%%
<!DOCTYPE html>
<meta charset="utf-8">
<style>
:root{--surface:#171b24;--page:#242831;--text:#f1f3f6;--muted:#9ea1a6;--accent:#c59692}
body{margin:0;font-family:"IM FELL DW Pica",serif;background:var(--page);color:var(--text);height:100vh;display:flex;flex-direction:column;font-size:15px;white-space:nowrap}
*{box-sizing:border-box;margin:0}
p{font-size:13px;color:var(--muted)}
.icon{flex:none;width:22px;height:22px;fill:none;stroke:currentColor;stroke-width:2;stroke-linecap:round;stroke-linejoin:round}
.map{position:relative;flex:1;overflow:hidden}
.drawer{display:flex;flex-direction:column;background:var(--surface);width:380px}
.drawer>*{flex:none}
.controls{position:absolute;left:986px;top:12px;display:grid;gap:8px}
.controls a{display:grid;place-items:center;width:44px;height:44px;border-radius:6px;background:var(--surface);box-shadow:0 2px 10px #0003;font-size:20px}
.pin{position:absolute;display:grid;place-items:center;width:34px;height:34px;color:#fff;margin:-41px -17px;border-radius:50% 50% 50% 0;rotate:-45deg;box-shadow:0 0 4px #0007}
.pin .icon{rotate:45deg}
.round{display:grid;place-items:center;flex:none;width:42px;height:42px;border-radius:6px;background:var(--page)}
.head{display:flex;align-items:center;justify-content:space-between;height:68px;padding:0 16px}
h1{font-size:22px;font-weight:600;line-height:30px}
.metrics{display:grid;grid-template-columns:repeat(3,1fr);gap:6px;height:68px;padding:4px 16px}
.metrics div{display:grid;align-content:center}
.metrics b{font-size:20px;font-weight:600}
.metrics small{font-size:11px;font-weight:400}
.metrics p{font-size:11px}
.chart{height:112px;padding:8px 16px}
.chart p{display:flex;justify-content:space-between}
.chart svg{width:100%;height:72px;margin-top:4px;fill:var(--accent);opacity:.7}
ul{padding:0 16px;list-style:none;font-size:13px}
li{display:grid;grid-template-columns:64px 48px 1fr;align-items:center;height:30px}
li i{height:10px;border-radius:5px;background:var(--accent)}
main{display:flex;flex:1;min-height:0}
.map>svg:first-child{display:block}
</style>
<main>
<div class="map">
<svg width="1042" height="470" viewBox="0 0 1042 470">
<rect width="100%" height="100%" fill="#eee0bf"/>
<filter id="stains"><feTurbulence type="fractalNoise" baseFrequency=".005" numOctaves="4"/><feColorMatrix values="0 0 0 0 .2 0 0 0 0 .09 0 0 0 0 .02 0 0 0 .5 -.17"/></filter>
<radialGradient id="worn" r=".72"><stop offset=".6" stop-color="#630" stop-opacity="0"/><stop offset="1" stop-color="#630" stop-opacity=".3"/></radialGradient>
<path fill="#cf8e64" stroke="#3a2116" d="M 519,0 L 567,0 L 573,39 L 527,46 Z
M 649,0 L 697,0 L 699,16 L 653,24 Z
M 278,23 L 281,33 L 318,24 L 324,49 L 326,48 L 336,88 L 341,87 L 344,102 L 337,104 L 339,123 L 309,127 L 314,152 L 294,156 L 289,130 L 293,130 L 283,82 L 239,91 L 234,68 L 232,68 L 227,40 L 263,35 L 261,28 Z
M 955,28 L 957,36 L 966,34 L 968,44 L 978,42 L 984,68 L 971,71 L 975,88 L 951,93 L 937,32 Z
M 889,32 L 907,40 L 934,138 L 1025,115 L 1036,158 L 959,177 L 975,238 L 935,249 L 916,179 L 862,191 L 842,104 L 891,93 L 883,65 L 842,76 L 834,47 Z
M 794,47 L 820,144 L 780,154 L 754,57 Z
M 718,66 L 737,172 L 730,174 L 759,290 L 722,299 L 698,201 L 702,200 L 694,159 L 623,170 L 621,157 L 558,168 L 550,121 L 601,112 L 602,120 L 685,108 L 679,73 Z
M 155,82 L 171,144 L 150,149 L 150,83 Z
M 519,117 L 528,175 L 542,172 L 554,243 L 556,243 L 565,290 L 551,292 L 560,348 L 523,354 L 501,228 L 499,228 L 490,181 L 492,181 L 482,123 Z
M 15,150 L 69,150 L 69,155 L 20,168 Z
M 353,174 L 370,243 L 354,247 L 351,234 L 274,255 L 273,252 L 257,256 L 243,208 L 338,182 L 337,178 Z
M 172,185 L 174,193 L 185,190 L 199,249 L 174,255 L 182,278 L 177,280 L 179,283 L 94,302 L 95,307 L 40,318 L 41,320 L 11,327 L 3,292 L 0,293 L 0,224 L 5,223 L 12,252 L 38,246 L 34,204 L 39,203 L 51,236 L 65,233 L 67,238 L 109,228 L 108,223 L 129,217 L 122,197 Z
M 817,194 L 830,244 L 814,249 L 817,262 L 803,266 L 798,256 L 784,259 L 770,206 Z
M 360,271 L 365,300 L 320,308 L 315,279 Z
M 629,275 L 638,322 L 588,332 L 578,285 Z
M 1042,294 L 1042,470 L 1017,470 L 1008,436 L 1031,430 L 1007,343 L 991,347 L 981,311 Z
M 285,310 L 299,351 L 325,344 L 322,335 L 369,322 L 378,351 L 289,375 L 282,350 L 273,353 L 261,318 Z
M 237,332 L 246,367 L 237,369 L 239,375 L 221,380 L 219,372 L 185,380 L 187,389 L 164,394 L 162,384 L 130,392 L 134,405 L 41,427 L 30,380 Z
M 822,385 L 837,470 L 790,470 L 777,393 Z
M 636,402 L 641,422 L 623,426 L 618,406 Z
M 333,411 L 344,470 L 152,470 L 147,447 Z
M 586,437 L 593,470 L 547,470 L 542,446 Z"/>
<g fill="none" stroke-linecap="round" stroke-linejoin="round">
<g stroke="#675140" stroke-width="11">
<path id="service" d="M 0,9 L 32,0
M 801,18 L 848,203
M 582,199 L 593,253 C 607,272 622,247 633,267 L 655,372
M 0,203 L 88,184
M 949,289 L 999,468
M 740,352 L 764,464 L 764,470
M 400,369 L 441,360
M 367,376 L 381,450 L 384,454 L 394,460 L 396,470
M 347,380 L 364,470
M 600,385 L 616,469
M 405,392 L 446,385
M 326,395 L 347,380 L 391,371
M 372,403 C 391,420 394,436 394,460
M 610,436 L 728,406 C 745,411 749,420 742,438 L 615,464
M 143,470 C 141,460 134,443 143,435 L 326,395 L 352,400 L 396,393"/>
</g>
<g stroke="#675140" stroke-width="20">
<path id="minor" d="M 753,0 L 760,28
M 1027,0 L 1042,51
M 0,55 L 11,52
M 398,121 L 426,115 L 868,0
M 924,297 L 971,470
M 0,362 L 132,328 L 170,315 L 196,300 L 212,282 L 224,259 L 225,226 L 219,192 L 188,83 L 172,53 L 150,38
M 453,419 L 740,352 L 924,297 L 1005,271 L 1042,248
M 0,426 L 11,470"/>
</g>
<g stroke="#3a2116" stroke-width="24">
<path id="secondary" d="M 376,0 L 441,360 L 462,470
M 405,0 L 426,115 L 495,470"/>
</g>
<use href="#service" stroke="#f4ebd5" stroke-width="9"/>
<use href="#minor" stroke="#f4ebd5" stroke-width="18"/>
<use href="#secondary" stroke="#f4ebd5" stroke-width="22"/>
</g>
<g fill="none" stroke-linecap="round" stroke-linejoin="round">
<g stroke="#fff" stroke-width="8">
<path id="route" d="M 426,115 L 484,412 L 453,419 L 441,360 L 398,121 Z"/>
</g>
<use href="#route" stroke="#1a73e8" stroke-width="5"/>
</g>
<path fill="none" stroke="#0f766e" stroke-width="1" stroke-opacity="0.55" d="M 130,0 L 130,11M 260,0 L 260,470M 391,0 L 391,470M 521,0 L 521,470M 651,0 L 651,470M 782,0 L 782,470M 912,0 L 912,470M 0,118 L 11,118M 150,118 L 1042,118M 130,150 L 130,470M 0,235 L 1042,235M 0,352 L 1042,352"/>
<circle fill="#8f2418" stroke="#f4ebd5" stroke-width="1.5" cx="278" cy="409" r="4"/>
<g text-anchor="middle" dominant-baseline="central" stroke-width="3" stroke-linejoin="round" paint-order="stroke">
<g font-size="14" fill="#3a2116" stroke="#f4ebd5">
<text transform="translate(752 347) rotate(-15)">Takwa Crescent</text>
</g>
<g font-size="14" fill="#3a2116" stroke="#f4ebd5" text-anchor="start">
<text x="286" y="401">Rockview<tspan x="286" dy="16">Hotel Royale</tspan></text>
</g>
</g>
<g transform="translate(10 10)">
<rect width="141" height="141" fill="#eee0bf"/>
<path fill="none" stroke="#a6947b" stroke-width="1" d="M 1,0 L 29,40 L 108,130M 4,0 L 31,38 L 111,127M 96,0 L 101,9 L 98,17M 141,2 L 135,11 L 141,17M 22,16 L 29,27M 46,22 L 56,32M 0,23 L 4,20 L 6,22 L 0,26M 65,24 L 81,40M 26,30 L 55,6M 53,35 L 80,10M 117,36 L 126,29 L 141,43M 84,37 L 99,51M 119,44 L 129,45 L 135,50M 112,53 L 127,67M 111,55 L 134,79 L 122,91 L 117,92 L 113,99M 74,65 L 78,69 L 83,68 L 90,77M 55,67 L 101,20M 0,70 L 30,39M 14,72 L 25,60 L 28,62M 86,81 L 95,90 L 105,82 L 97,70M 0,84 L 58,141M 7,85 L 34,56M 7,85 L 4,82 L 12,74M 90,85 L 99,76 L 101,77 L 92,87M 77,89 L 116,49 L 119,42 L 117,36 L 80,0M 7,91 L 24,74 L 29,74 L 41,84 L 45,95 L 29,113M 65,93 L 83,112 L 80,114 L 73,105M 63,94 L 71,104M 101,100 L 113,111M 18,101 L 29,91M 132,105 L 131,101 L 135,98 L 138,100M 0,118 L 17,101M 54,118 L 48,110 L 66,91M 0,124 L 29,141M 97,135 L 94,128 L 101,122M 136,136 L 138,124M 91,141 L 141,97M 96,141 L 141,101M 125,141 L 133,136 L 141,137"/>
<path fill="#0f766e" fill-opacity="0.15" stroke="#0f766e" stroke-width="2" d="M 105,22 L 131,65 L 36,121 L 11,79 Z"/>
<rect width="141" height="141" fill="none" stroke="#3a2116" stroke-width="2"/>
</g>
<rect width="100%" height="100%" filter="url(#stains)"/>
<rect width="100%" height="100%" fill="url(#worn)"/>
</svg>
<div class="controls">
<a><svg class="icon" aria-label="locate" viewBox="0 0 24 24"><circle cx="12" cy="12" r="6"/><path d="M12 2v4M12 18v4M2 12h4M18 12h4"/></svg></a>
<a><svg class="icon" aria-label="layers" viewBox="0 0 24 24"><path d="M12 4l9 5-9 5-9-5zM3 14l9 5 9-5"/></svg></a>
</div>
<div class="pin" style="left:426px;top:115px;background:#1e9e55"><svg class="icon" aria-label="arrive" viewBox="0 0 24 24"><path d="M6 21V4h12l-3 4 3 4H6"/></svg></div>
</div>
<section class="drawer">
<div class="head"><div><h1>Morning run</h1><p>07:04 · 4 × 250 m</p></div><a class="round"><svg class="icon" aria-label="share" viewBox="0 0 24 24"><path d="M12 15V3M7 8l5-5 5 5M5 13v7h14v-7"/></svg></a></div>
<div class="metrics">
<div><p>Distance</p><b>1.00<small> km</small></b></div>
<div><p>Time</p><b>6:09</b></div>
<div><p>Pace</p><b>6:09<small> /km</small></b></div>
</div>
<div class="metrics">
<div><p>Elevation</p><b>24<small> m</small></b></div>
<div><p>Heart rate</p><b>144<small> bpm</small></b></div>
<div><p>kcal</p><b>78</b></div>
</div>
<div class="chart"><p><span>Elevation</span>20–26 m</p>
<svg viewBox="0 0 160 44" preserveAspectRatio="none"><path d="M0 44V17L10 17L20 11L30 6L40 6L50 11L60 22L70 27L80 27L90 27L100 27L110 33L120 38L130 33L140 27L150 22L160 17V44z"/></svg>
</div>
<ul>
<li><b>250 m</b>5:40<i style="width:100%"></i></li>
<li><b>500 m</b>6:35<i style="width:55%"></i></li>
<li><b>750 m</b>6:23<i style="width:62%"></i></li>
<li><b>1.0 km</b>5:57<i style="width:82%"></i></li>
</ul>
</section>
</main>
%%
%%
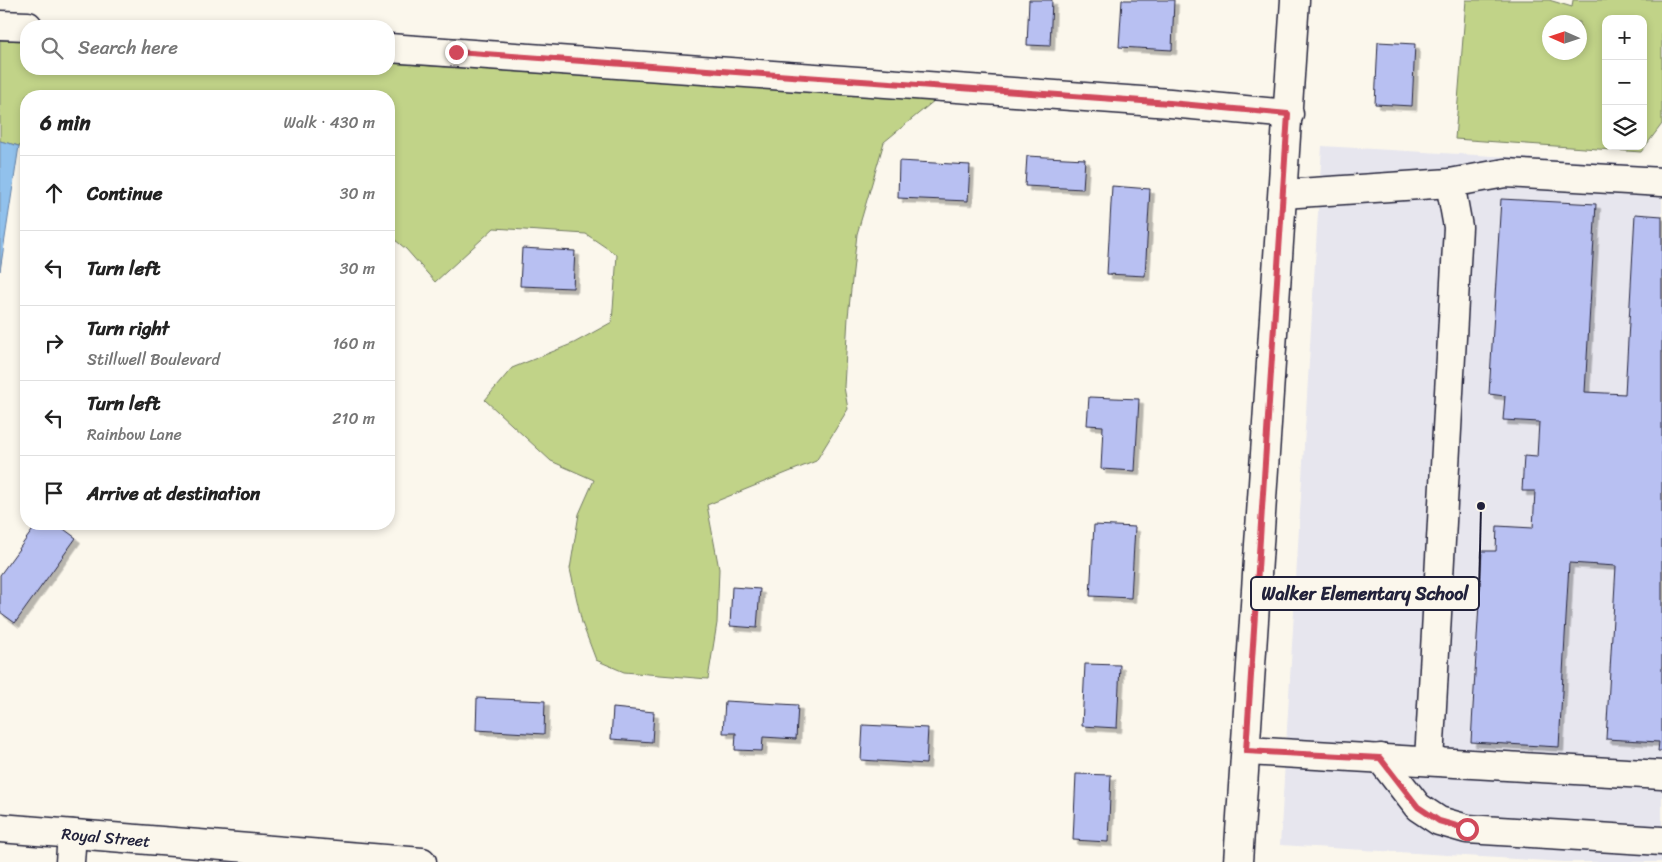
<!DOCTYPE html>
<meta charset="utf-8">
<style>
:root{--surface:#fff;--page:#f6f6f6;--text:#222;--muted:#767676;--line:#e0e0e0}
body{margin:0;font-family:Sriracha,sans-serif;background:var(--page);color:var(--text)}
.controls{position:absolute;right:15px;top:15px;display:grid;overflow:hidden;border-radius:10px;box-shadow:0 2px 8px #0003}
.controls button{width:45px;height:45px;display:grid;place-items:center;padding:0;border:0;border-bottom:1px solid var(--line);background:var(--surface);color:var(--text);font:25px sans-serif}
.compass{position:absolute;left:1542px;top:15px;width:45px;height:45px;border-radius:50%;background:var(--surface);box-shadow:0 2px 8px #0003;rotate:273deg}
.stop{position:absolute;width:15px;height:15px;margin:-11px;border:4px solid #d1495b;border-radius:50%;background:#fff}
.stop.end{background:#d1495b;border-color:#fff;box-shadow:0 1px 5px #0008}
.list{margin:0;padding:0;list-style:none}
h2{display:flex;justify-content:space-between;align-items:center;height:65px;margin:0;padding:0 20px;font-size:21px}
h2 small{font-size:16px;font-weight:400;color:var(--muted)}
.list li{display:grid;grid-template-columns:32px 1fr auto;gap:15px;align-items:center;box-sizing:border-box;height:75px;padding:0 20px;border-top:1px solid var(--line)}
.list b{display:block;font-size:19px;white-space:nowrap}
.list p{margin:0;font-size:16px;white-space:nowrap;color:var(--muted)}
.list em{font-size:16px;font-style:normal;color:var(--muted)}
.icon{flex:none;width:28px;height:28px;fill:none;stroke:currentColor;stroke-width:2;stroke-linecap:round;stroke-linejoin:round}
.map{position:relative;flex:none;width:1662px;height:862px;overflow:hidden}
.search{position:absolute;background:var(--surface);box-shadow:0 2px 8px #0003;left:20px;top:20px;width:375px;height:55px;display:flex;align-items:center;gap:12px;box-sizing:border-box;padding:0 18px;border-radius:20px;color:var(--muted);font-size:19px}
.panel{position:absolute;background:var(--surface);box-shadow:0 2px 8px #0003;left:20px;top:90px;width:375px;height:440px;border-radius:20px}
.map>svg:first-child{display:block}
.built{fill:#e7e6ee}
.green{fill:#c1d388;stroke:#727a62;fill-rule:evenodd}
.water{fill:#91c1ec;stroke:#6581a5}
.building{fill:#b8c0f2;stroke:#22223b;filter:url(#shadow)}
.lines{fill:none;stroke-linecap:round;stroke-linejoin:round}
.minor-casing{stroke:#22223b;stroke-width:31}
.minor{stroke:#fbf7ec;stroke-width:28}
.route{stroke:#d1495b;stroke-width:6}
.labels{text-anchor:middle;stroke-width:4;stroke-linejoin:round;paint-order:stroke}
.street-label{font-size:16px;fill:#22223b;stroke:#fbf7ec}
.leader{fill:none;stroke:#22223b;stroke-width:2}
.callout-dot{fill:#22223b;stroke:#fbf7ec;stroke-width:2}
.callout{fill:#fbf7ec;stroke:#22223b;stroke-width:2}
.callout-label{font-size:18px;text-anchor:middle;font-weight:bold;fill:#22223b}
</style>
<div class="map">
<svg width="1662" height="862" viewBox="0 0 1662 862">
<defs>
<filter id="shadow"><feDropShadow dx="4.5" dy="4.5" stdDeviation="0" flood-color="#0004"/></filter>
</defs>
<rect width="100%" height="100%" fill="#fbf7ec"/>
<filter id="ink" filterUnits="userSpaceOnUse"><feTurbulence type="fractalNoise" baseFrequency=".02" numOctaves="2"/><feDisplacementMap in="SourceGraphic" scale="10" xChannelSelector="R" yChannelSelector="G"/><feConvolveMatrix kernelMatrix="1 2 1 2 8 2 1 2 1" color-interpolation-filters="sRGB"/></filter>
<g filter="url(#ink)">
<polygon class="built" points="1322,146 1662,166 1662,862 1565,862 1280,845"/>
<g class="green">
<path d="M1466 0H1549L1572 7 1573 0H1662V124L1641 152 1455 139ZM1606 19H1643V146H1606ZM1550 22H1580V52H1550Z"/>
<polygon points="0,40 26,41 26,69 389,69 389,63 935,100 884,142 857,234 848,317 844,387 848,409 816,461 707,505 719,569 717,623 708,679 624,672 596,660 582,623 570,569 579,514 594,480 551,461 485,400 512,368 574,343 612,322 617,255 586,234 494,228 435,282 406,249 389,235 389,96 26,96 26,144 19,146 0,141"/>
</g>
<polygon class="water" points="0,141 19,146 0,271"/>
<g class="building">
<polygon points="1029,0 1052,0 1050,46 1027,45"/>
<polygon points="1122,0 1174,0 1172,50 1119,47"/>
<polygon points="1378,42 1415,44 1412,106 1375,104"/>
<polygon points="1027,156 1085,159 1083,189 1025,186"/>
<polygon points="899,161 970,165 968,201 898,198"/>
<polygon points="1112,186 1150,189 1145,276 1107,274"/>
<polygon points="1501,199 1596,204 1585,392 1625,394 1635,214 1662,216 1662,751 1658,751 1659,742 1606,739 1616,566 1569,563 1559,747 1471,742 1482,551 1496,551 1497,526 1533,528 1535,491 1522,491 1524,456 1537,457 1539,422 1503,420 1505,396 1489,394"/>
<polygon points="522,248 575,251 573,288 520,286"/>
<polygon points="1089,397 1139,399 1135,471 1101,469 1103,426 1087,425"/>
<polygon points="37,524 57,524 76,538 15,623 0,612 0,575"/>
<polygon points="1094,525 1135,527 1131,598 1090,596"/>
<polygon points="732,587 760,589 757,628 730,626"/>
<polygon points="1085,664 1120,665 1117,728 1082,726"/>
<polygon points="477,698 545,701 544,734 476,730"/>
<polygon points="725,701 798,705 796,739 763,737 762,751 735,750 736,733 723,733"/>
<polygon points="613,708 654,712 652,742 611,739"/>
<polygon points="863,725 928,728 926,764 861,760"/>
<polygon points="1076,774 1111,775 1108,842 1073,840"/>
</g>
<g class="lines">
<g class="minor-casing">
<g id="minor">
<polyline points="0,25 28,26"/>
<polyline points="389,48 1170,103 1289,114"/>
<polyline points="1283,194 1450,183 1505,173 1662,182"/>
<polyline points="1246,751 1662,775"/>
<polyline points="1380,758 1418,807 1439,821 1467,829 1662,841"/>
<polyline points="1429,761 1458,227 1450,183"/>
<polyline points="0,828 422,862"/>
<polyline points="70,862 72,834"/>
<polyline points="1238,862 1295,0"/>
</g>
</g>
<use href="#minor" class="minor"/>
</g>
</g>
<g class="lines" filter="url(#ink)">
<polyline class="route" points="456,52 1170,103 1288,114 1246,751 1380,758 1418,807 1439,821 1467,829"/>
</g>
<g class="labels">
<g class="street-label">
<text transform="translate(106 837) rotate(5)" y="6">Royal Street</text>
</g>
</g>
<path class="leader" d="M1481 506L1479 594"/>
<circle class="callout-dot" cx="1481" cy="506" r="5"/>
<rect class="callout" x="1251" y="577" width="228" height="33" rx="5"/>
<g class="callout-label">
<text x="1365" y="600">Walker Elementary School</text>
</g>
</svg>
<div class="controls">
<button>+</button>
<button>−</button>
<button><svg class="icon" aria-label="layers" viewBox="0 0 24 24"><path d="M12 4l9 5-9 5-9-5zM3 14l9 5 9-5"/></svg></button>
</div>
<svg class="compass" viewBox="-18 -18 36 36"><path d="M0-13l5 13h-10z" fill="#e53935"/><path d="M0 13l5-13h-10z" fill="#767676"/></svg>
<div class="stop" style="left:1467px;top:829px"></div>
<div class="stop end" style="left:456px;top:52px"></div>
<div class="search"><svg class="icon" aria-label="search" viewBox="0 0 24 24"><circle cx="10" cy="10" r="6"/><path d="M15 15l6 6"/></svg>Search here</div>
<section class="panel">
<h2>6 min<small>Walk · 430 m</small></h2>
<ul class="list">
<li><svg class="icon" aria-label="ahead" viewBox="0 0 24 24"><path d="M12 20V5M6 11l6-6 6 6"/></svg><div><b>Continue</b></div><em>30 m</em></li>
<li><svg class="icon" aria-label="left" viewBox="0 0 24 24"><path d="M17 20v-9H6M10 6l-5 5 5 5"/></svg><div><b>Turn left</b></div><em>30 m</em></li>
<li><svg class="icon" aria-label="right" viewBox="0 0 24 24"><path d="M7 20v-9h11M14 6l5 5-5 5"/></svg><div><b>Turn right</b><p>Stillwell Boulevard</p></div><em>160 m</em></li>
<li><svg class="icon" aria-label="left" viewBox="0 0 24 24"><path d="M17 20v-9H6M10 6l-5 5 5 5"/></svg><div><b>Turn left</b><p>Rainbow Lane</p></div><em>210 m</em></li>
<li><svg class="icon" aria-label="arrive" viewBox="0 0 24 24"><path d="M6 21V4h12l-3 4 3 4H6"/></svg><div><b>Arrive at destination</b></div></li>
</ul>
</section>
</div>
%%
Reproduce every line from the listing above that holds the word "worn".

*Answer to the exercise*
<radialGradient id="worn" r=".72"><stop offset=".6" stop-color="#630" stop-opacity="0"/><stop offset="1" stop-color="#630" stop-opacity=".3"/></radialGradient>
<rect width="100%" height="100%" fill="url(#worn)"/>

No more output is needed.